▶ WHAT YOU WILL DO:
Report how many lines in the records below contain the word "canvas". Give only the number.

▶ RECORDS SUPPLIED:
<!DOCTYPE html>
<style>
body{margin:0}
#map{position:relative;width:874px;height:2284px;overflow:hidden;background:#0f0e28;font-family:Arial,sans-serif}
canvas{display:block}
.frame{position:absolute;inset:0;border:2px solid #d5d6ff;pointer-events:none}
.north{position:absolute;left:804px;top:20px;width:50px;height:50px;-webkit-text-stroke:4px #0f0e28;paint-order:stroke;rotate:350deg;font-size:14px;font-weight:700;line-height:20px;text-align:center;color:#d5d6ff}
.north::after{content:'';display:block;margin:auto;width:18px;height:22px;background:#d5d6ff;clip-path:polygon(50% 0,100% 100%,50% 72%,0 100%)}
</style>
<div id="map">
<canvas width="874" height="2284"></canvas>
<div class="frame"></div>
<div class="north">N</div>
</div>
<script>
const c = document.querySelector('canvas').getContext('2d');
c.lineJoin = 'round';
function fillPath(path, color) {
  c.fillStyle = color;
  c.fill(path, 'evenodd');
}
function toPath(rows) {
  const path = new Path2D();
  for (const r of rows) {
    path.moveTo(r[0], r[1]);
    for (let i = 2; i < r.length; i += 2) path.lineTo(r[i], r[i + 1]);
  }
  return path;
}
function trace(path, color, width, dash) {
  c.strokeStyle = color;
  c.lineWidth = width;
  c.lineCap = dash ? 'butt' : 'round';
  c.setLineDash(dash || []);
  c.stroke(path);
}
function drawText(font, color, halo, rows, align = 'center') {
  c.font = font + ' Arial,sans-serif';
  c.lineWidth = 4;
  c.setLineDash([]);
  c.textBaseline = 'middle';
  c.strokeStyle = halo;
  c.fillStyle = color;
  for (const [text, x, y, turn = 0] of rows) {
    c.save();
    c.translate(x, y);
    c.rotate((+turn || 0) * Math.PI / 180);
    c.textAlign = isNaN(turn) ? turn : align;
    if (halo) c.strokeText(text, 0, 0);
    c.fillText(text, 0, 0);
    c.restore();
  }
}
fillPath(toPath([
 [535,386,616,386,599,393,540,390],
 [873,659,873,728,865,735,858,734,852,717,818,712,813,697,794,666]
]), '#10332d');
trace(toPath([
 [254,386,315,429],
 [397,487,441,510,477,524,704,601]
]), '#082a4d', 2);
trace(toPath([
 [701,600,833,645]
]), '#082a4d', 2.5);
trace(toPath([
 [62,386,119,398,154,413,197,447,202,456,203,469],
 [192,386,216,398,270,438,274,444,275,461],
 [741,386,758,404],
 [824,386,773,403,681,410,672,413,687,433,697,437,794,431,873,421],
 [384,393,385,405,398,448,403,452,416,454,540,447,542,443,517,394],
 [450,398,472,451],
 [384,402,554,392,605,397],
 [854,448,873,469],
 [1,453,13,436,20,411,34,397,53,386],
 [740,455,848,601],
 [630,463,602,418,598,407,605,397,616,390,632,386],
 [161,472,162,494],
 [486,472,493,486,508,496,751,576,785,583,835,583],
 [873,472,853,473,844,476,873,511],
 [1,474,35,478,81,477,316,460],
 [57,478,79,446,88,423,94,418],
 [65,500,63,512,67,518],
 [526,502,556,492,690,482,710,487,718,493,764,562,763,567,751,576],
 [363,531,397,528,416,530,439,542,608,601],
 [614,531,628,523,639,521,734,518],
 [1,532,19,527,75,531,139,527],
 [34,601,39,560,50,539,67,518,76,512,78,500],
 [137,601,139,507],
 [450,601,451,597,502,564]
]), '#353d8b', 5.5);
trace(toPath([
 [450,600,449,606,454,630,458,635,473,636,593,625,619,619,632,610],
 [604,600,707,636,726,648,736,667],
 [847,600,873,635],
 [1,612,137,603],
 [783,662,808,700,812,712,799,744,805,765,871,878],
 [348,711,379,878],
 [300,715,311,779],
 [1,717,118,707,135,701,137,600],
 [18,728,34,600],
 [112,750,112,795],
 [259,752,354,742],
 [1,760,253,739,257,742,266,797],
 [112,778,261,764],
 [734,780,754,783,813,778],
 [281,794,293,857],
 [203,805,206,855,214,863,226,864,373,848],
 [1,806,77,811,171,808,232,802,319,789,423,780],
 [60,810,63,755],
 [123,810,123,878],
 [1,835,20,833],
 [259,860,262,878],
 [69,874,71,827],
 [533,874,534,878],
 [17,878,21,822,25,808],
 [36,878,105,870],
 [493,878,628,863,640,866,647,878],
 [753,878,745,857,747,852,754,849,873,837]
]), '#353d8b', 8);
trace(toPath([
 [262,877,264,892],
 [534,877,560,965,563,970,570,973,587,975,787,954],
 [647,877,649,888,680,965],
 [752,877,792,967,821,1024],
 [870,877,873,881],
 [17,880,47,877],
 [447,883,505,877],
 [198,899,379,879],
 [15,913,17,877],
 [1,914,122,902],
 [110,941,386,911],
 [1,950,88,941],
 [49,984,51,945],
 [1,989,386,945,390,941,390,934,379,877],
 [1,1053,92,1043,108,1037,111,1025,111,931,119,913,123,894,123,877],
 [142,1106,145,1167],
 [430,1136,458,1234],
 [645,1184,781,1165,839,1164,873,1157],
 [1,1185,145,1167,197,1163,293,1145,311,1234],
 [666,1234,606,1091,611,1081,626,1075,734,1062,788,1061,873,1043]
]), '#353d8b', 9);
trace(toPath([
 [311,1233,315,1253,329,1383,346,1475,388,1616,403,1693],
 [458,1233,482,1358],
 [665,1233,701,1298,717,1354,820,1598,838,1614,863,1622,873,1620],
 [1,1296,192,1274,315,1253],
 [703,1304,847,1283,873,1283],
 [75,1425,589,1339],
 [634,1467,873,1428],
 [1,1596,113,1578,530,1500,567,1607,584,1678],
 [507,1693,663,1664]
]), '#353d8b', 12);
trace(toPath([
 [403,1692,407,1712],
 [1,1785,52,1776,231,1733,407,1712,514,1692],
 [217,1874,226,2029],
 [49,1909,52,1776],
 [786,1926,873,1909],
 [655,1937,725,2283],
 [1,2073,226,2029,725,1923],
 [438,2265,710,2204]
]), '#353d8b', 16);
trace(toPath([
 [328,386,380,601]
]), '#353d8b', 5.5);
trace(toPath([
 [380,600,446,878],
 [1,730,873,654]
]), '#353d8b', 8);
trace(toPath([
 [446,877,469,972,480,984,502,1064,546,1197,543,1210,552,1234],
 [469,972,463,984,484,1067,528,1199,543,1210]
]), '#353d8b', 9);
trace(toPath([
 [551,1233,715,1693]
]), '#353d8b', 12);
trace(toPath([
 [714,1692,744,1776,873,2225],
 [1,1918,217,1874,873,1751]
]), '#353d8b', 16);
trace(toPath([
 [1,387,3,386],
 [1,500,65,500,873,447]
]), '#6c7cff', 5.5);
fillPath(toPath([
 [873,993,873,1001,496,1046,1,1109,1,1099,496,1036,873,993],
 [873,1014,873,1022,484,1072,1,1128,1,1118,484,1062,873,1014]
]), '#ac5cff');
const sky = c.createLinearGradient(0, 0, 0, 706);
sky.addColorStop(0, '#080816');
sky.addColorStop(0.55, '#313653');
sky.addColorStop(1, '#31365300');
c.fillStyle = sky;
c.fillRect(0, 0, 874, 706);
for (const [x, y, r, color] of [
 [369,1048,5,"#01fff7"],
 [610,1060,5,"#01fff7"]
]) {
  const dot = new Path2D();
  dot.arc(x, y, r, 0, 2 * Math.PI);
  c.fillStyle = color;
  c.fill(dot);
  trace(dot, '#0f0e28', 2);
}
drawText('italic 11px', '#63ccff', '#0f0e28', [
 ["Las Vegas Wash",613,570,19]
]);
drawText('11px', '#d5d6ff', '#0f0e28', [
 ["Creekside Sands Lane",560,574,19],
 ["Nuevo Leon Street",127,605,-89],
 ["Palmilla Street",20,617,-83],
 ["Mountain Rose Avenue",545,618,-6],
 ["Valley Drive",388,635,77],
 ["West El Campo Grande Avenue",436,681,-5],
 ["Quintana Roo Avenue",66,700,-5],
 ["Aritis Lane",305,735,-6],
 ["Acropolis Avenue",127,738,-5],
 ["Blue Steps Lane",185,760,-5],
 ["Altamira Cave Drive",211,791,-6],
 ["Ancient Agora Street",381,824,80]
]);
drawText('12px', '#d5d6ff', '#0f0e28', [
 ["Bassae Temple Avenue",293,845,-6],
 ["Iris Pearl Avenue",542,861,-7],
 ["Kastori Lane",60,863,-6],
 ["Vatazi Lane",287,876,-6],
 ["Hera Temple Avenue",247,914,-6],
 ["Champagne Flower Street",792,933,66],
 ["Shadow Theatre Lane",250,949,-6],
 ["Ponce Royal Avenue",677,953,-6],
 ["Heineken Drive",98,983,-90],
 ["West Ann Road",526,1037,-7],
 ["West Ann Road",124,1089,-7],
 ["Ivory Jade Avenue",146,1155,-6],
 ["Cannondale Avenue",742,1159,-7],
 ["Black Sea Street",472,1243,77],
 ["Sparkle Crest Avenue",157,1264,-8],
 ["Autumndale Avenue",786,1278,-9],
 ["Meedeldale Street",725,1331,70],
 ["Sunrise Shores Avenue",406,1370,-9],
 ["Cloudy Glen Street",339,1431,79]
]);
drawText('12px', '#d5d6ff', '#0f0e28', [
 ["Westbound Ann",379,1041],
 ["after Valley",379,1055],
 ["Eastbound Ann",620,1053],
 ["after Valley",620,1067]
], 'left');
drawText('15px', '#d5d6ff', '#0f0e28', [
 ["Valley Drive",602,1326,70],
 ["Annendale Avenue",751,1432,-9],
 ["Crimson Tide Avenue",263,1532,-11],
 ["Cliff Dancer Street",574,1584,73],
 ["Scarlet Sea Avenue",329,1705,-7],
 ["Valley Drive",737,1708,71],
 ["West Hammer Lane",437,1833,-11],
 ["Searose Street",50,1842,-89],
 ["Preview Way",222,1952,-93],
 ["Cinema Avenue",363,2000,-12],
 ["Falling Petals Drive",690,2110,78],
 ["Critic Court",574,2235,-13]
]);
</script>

▶ TASK SOLUTION:
3